Calculating Marginal Relief

It’s best to think of marginal relief as a slight relaxation of the corporation tax burden for smaller businesses to help those businesses grow more effectively.

If your annual profit exceeds £250,000, you will pay corporation tax at 25%. If your annual profit is below £50,000, you will pay corporation tax at 19% (the “small profits rate”). And if your profit is between the two values, you will be taxed according to a sliding scale between the two points. There is an official government marginal relief calculator to help with this.

If your business is part of a set of associated companies, these calculations will be different. This has its roots in preventing a single business from dividing into sections that would each qualify for marginal relief.

Should I Pay Corporation Tax Early?

There can be a measurable benefit to paying your corporation tax early. HMRC pays interest on early corporation tax payments, called credit interest. Credit interest is set at 1% lower than the Bank of England’s base rate.

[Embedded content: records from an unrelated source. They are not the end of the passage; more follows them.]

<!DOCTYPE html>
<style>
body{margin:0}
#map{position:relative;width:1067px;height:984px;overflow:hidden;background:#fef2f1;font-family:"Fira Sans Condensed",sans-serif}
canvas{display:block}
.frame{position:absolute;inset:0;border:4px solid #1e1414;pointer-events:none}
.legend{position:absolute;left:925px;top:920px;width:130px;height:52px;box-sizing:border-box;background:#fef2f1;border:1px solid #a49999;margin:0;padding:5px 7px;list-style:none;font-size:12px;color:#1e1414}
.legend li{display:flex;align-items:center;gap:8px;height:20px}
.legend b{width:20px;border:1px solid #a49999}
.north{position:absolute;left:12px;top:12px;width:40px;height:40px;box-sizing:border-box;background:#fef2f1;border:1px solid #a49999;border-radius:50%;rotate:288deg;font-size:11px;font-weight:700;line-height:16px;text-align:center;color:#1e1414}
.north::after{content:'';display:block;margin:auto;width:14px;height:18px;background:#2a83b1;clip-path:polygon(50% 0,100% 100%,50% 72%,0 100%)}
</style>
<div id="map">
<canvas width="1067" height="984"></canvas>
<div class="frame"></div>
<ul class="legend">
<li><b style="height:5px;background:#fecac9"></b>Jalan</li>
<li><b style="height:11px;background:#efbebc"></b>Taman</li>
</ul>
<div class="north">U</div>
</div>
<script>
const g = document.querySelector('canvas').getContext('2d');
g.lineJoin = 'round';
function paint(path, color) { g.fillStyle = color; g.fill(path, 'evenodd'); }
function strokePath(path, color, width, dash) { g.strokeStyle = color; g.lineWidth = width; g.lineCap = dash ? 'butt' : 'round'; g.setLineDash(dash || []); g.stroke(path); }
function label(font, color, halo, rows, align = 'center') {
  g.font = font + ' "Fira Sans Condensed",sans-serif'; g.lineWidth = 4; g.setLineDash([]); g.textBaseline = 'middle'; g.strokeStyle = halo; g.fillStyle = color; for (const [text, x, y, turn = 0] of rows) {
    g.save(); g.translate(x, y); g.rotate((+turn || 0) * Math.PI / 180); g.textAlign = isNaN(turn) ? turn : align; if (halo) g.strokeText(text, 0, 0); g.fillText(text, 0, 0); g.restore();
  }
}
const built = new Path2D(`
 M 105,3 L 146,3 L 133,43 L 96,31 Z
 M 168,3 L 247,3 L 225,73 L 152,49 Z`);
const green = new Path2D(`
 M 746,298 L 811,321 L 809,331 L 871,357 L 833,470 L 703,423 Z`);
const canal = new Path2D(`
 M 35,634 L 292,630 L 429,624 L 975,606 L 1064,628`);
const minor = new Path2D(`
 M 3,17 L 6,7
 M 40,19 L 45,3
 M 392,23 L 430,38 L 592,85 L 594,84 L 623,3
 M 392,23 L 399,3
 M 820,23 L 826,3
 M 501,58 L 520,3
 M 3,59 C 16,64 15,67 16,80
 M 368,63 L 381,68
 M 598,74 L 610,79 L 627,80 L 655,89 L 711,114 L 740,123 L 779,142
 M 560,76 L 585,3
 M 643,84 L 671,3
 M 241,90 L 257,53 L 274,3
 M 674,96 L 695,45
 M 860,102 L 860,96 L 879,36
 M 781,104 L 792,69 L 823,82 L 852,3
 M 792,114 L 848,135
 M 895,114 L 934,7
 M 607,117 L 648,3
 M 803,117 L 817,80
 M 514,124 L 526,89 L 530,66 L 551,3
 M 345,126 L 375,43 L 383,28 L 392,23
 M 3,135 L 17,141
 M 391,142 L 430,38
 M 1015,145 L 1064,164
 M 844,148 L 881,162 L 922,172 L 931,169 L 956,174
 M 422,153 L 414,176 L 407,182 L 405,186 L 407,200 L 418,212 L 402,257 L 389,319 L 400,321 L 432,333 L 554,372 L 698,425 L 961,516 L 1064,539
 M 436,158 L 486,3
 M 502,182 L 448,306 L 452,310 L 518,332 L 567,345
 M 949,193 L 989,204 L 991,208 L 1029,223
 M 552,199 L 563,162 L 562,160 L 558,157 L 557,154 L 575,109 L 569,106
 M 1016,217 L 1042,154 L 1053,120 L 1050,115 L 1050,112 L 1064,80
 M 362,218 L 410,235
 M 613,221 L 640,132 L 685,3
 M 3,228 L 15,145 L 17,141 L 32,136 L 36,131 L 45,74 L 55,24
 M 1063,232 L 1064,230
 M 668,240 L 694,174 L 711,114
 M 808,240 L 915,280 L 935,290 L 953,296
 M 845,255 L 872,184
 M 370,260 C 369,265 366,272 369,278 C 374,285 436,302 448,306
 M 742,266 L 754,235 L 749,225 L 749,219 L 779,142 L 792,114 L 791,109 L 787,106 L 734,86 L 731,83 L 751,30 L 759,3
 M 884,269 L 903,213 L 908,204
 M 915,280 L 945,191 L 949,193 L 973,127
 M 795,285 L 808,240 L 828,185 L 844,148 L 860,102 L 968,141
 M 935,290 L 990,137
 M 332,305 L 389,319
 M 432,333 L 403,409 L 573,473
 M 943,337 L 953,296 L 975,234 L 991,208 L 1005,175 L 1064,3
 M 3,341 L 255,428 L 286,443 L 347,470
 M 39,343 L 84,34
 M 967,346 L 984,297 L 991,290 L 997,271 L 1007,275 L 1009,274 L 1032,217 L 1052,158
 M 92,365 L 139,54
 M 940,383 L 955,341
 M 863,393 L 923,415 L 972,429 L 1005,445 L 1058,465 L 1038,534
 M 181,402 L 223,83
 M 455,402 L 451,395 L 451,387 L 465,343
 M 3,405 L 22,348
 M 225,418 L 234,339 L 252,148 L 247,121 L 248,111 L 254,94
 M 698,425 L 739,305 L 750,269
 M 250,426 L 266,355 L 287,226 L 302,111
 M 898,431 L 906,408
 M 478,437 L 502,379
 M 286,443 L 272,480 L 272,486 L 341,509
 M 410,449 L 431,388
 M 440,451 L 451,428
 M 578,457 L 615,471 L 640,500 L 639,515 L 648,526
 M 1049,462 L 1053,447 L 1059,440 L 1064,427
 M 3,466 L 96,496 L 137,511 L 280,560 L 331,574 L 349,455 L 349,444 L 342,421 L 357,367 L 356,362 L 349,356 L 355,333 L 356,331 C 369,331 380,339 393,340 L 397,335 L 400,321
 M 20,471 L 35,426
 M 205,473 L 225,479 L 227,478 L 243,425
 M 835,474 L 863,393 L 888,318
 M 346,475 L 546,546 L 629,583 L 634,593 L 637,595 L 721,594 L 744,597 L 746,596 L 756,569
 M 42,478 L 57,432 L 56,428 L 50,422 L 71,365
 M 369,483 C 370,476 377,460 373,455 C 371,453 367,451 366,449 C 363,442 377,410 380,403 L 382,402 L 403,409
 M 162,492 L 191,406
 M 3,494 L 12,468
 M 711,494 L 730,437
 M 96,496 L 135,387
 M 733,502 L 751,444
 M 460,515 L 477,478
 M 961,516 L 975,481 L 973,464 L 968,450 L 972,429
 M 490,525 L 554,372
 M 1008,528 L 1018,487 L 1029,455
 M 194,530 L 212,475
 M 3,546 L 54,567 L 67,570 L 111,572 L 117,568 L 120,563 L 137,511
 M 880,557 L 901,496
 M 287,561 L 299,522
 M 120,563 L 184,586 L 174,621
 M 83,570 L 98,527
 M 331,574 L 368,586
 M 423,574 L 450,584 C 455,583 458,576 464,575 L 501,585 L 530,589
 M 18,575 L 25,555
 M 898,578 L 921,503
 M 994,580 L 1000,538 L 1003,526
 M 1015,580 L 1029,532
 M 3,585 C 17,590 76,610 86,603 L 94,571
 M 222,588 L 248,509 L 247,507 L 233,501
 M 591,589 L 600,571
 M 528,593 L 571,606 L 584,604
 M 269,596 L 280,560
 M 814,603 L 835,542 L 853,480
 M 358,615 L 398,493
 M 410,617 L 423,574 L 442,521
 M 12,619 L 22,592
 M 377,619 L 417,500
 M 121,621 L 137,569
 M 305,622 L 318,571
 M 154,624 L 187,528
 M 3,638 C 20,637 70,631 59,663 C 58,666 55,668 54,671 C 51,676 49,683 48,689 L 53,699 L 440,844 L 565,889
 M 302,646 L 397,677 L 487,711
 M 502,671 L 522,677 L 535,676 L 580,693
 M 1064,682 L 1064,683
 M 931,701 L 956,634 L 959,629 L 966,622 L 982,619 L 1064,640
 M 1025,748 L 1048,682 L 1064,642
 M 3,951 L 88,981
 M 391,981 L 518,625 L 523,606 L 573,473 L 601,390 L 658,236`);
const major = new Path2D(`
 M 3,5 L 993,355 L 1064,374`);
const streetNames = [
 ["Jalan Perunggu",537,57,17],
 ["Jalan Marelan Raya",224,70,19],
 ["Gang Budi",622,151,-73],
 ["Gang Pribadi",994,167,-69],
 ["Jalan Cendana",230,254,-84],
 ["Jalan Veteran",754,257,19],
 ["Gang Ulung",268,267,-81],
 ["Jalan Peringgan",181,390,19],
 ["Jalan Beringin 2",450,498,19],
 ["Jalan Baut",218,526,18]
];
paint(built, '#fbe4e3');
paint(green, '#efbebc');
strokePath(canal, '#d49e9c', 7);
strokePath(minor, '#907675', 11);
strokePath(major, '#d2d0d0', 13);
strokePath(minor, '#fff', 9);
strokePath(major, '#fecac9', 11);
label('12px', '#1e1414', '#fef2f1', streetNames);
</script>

You can pay no earlier than 6 months and 13 days after the beginning of your accounting period. Credit interest then pays out between the date you pay and the payment deadline.

Interest is allocated on the payment deadline day, and is considered taxable income. There is no interest on overpaying your taxes; instead, small sums will typically be carried forward to be offset against future tax liabilities.

There are circumstances in which paying your corporation tax early can be a benefit, always assuming your cashflow remains strong.

However, calculating the value of potential credit interest against the value of being able to use that money between when you would pay and the deadline is a complex question that must be handled case-by-case rather than as a rule of thumb. We would be happy to discuss these strategies with customers.